## Collected data entries
========================================
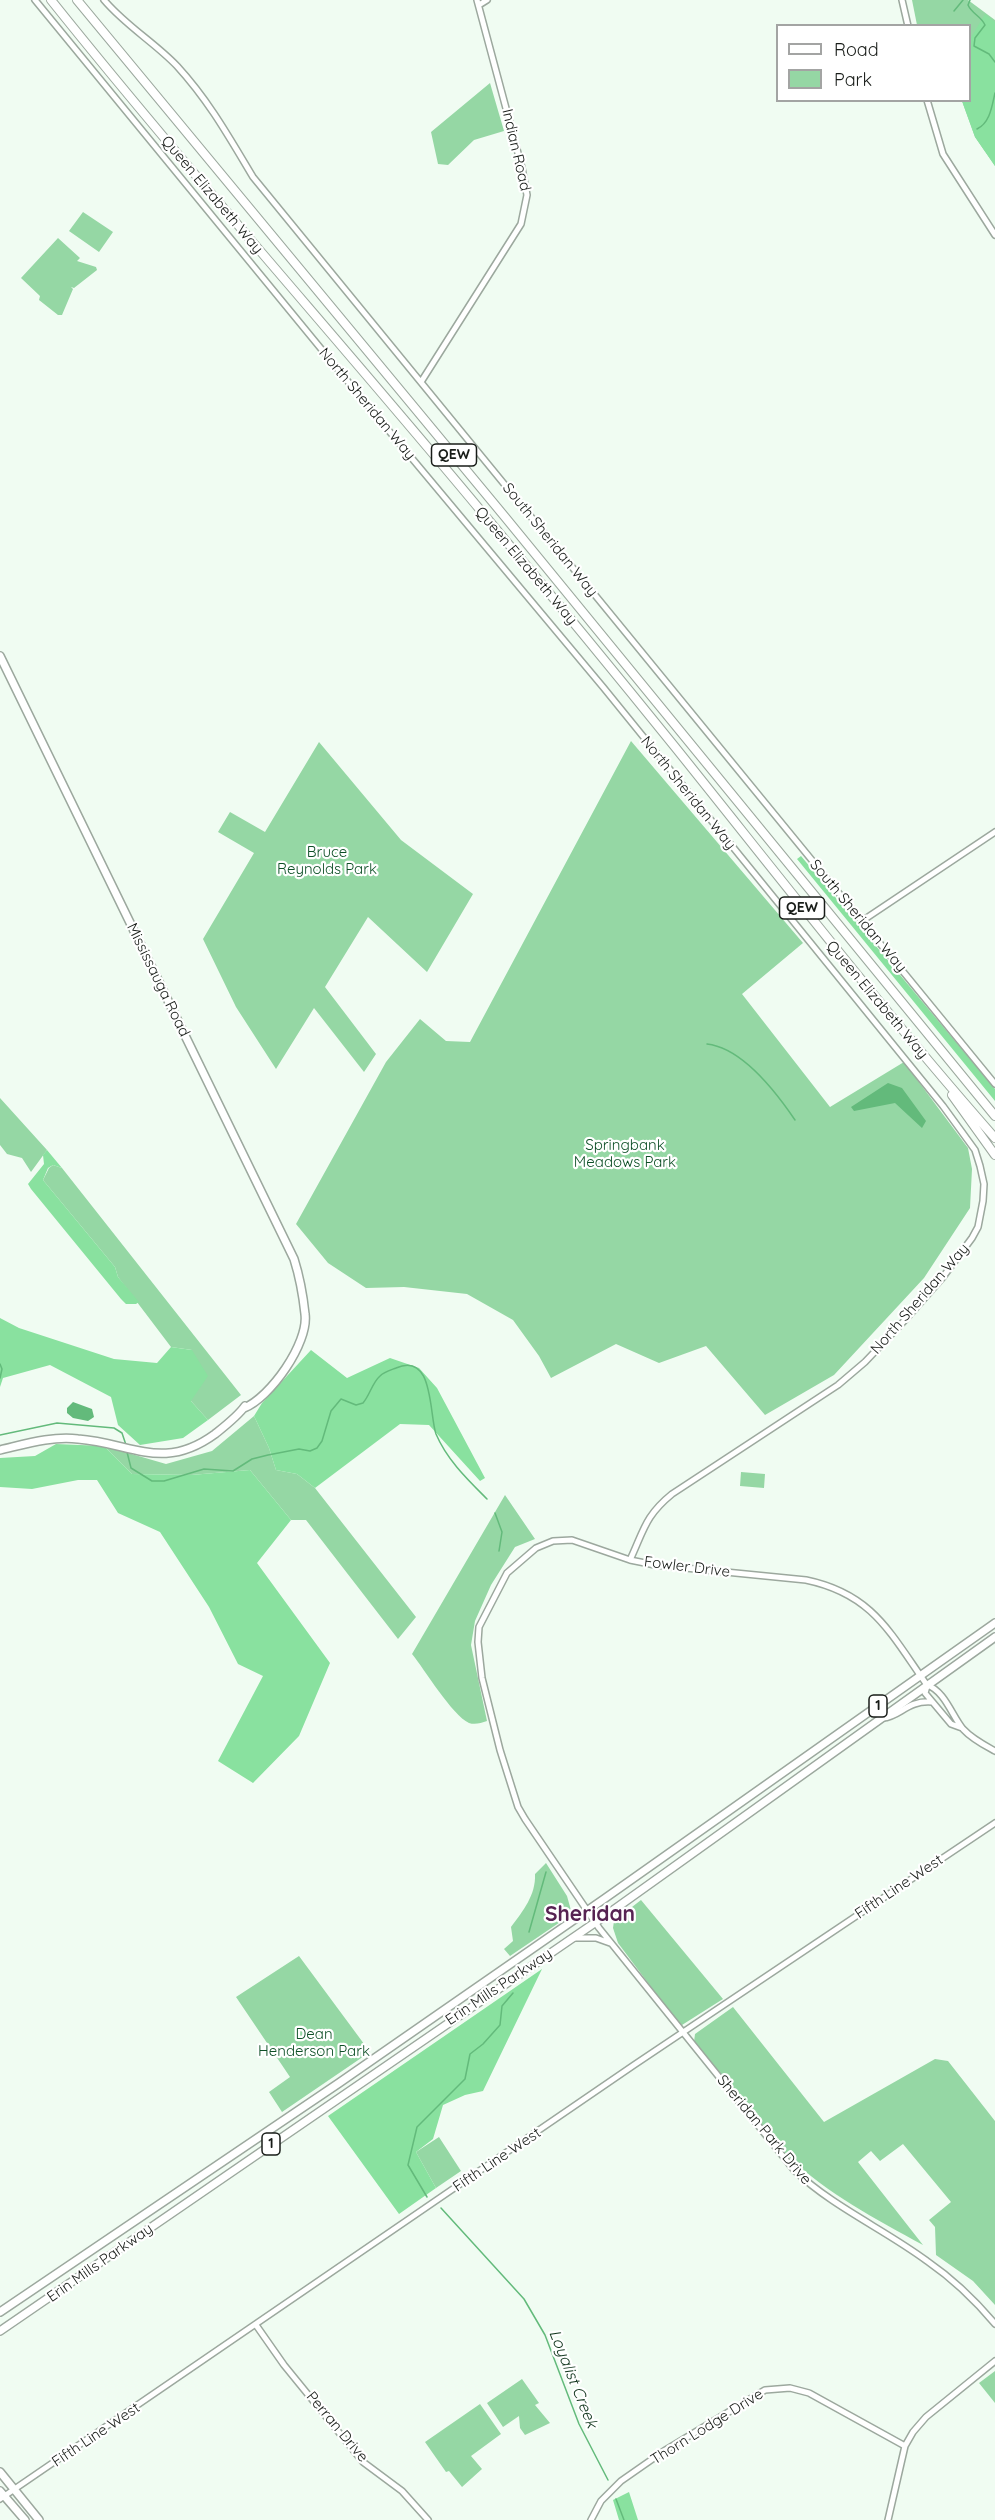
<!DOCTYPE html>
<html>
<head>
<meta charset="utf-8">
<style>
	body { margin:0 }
	#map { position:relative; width:995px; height:2520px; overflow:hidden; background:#f0fcf2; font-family:Quicksand,sans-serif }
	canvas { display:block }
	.legend { position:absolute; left:776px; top:24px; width:195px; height:78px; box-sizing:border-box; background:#fff; border:2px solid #a3a4a3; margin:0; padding:8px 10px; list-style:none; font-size:18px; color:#181c18 }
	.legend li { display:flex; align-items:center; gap:12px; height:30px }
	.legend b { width:30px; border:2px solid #a3a4a3 }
</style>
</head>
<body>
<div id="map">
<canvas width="995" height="2520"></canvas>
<ul class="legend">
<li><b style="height:8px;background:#fff"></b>Road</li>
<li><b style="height:16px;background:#95d7a4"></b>Park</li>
</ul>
</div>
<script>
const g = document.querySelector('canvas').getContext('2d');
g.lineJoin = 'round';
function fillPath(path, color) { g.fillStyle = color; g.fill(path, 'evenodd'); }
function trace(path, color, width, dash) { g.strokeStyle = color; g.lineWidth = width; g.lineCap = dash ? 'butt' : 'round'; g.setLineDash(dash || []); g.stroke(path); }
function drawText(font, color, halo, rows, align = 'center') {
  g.font = font + ' Quicksand,sans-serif'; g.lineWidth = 4.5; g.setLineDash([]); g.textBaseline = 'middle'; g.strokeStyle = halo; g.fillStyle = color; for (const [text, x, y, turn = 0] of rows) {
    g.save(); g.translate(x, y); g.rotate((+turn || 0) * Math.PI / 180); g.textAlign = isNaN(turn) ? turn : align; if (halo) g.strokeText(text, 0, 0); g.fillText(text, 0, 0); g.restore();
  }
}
const green = new Path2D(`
	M912,0H968L995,20V166L975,137L962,101L970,100V26L917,25Z
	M490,83L504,131L474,140L448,165L438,164L431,132Z
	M83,212L113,232L99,252L69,231Z
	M58,238L80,258L77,261L96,267L97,270L74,288L71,287L73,289L62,315H58L39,300L40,296L21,278Z
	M631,741L803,943L742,994L830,1107L904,1062L968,1148L972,1169L970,1208L924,1278L834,1375L765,1415L706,1346L659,1363L616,1344L551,1378L539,1356L513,1320L467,1294L404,1287L366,1288L328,1263L296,1224L386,1062L420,1019L446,1041L470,1042Z
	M319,742L401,840L473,894L427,972L368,917L325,987L376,1054L364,1072L314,1008L276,1069L236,1007L203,939L254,853L218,832L230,812L265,832Z
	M0,1098L47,1150L31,1172L22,1158L7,1154L0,1145Z
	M53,1165L62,1168L241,1395L208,1420L191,1401L192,1350L171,1347L118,1277L115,1267L43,1180L49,1168Z
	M254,1416L269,1448L276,1470L297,1474L315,1488L416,1617L398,1639L306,1520H291L250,1470L191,1475L132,1474L104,1446L166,1464L212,1451Z
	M741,1472L765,1474L764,1488L740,1486Z
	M505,1495L535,1539L515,1547L491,1585L475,1621L471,1645L487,1721C481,1723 475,1725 469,1723C452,1715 425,1670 412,1654Z
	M546,1863L567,1896L572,1914L510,1956L504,1949L513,1941L511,1927C523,1911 536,1895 535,1874Z
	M641,1900L723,1999L682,2025L678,2023L618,1943L613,1928L614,1921Z
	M299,1956L370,2052L282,2112L269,2092L290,2077L236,1997Z
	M733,2007L824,2122L935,2059L948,2061L995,2121V2305L973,2281L936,2255L935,2227L929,2220L951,2202L903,2144L880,2161L871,2151L858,2162L923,2245C876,2219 827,2194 788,2156C753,2122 724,2080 694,2042L695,2034Z
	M439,2137L461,2171L436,2188L416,2152Z
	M995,2371V2403L979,2383Z
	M522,2379L539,2403L535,2405L550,2423L525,2435L520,2428L519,2416L503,2427L487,2403Z
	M480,2404L501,2434L471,2456L482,2469L462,2487L449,2471L446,2472L425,2442Z`);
const forest = new Path2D(`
	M985,14L995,22V166L975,137L962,101L970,100V39Z
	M801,856L995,1089V1101L797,859Z
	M47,1150L62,1168L53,1165L48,1168L43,1180L115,1267L118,1277L139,1302L136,1304H126L121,1299L31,1189L28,1184L44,1164L43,1155Z
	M0,1318L19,1328L114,1359L157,1363L171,1347L192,1350L208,1376L191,1401L208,1420L183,1438L140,1445L118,1425L111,1397L50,1365L3,1378L0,1387Z
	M311,1350L347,1378L390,1358L419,1368L437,1388L485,1478L480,1481L429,1425L400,1424L315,1488L297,1474L276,1470L269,1448L254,1416L262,1403Z
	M56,1444L104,1446L132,1474L191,1475L250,1470L291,1520L257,1563L330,1663L299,1736L253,1783L218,1761L263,1676L238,1664L209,1607L160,1532L118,1513L97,1480H78L32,1489L0,1487V1458L35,1456Z
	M542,1969L483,2091L465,2095L443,2105L433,2139L416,2152L436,2188L399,2214L328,2116Z
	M629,2492L638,2520H619L613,2500Z`);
const water = new Path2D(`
	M888,1083L902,1088L926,1121L922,1128L895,1103L854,1111L851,1107Z
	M73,1402L92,1409L94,1417L88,1421L73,1418L67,1413V1408Z`);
const stream = new Path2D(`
	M970,0L968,5C972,14 981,16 985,25L975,38L974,46L989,54L995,62
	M954,11L963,0
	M977,129C990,123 992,106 995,93
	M707,1044C743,1048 776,1092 795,1120
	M0,1364L2,1369L0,1378
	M0,1435L57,1423L114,1428L122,1433L126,1445
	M127,1452L131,1468L152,1481H164L204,1469L233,1471L252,1459L268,1455L299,1449L310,1451L317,1448L322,1441L331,1411L341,1399L356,1405L363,1403C370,1395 372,1383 380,1376C384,1372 391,1370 396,1368C434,1351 429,1414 436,1434C447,1460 468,1480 487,1499
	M495,1513L502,1532L499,1551
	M529,1932L546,1872
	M427,2197L408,2165L417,2127L465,2079L470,2054L483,2044L500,2025L502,2006L513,1993
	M441,2208L524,2299L545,2335L579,2424L608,2480
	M616,2499L624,2520`);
const minor = new Path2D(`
	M35,0L359,395L603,687L943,1106L975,1150L980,1166L984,1184L983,1201L978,1227L972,1238L943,1277L905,1320L865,1362L838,1385L672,1494C645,1516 644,1530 630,1560
	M104,0C126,26 154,42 177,66C209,101 229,137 253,177L995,1084
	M902,0L908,26
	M479,5L487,0
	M927,100L943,154L995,235
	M421,382L521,224L527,195L522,168L477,0
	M862,921L995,832
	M927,1686L925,1693L951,1724L962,1728
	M883,1718C900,1717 907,1700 932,1702
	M995,1751C984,1745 972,1739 963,1729C952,1716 945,1691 927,1685C890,1633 873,1594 806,1580L655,1565L630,1560L572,1540L553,1541L536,1548L507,1573L479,1627L478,1642L482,1678L500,1750L518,1807L525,1819L599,1928L794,2170C833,2207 884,2229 927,2261C953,2279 975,2300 995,2324
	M575,1938H596L610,1943
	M256,2325L284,2365L363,2462L402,2491L428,2520
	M0,2499L634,2065L995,1823
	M591,2520L601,2501L621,2481L664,2451L765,2390L790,2388L809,2393L905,2446
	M888,2520L905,2446L913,2432L926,2417L995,2361`);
const major = new Path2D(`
	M0,656L294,1259C300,1278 303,1295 305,1314C309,1343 270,1398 244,1408
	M0,1450C26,1444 51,1436 78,1439C132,1443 163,1472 215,1434C225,1426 238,1416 245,1406
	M0,2312L339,2083L604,1899L995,1623
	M0,2331L612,1911L995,1637
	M0,2472L39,2520
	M0,2491L25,2520`);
const highway = new Path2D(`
	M51,0C195,180 349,351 496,529C556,601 616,674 675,747C781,879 883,1011 995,1138
	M77,0L505,517L995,1116
	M952,1095L995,1155`);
const shields = [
	[454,455,45],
	[802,908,45],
	[878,1706,18],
	[271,2144,18]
];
const shieldNames = [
	["QEW",454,455],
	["QEW",802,908],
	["1",878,1706],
	["1",271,2144]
];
const streetNames = [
	["Indian Road",516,150,77],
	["Queen Elizabeth Way",212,195,50],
	["North Sheridan Way",367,404,50],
	["South Sheridan Way",550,540,51],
	["Queen Elizabeth Way",526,566,50],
	["North Sheridan Way",688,793,51],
	["South Sheridan Way",858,916,50],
	["Mississauga Road",158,980,64],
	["Queen Elizabeth Way",877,1000,50],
	["North Sheridan Way",920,1299,-49],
	["Fowler Drive",687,1567,7],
	["Fifth Line West",899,1887,-34],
	["Erin Mills Parkway",499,1987,-34],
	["Sheridan Park Drive",764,2130,50],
	["Fifth Line West",497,2160,-34],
	["Erin Mills Parkway",100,2263,-35],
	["Perran Drive",337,2427,50],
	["Thorn Lodge Drive",707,2427,-32],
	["Fifth Line West",96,2435,-34]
];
const parkNames = [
	["Bruce",327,852],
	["Reynolds Park",327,869],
	["Springbank",625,1145],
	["Meadows Park",625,1162],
	["Dean",314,2034],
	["Henderson Park",314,2051]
];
const waterNames = [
	["Loyalist Creek",573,2379,68]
];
const districtNames = [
	["Sheridan",590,1915]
];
fillPath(green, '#95d7a4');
fillPath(forest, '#89e19f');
fillPath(water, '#63ba7b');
trace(stream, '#63ba7b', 1.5);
trace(minor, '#9ca89e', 8);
trace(major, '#9ca89e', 10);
trace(highway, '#9ca89e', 10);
trace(minor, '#fff', 5);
trace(major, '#fff', 7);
trace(highway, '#fff', 8);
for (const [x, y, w] of shields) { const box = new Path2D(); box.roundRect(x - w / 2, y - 11, w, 22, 4.5); g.fillStyle = '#fff'; g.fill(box); trace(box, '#181c18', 1.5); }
drawText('bold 14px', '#181c18', null, shieldNames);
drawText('15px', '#181c18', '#fff', streetNames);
drawText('15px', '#0d4f26', '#fff', parkNames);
drawText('italic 16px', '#10351c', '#fff', waterNames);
drawText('bold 21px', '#562352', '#fff', districtNames);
</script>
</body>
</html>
========================================
## What you need to do
In the entries above, find each line containing the string "halo" and copy it.

## Output
function drawText(font, color, halo, rows, align = 'center') {
  g.font = font + ' Quicksand,sans-serif'; g.lineWidth = 4.5; g.setLineDash([]); g.textBaseline = 'middle'; g.strokeStyle = halo; g.fillStyle = color; for (const [text, x, y, turn = 0] of rows) {
    g.save(); g.translate(x, y); g.rotate((+turn || 0) * Math.PI / 180); g.textAlign = isNaN(turn) ? turn : align; if (halo) g.strokeText(text, 0, 0); g.fillText(text, 0, 0); g.restore();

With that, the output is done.